Brian Boyd is Senior Lecturer in Anthropology and Director of the Museum Anthropology M.A. Program. He is Co-Director of the Center for Palestine Studies, and Co-Chair of the University Seminar on Human-Animal Studies. He works on the prehistory and politics of archaeology in southwest Asia, with a focus on Palestine. He is particularly involved in debates surrounding the colonial construction of archaeological narratives relating to the origins of agriculture and domestication. Brian also writes on critical human-animal studies, and sound studies. His current fieldwork takes place in the Palestinian Territories, where he co-directs a community archaeology/museum project (partially funded by the Columbia University Global Innovation Fund) in and around the village of Shuqba, near Ramallah. This project involves collaboration with Birzeit University faculty and students, and the local community, and aims to produce a deep history of the village and its landscapes, and the establishment of a village museum.
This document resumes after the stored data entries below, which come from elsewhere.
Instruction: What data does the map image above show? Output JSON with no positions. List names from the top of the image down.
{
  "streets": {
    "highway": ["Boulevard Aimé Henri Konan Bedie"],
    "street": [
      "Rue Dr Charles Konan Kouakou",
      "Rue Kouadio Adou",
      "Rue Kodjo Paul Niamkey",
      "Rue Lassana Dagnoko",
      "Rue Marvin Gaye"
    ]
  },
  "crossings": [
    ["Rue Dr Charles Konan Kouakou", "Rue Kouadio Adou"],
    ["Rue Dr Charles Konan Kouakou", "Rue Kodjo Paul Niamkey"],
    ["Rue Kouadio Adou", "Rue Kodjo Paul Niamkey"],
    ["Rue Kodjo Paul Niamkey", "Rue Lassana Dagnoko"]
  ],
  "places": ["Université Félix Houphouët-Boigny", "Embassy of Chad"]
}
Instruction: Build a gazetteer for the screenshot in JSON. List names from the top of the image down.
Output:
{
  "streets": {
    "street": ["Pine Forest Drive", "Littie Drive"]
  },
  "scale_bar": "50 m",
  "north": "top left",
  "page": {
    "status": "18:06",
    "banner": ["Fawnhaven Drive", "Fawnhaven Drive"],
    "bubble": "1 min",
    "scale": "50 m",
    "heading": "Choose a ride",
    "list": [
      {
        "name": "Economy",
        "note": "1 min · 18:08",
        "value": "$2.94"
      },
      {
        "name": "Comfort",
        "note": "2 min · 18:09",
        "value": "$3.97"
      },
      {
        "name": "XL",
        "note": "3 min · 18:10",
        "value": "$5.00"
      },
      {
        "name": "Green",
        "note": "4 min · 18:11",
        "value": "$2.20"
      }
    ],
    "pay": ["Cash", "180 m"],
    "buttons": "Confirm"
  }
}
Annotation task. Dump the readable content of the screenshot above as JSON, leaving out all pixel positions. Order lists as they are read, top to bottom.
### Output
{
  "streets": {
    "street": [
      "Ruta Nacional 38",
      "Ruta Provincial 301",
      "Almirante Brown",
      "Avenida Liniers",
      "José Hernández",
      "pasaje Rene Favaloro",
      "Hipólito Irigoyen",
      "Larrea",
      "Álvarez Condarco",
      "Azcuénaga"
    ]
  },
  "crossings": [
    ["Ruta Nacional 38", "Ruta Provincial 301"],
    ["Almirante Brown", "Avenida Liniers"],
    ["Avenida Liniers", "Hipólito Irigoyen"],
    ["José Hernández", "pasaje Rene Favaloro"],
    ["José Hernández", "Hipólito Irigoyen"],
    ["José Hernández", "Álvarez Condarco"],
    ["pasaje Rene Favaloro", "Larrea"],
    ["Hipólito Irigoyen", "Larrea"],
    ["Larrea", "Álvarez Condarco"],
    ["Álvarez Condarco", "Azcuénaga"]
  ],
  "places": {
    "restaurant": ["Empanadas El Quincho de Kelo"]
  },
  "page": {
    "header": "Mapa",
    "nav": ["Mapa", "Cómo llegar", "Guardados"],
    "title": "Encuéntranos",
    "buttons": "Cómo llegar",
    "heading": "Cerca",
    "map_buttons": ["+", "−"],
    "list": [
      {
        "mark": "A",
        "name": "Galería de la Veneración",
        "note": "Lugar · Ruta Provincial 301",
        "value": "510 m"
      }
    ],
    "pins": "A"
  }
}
The overall aim of the project is to contribute to the creation of sustainable cultural heritage and tourism-related collaborations between local communities, the Palestinian diaspora, and local, regional and international institutions. Brian co-directed the Anthropology Division of the New York Academy of Sciences (2013-2017), and he currently serves on the board of the Palestinian American Research Center, and the Theoretical Archaeology Group UK National Committee. He was awarded a Columbia University Division of Social Science Award for Excellence and Commitment to Teaching in 2024.

Recent representative publications include: “Human-animal relations and archaeology: thinking through anthropocentrism” (Annual Review of Anthropology, 2017); “Palestine, prehistory and the ‘origins of agriculture’” (Jerusalem Quarterly, 2023); “Like Us/Not Like Us: critical theory, anthropology and the Neanderthal dilemma”. (In: Alterity and Human Evolution, 2024).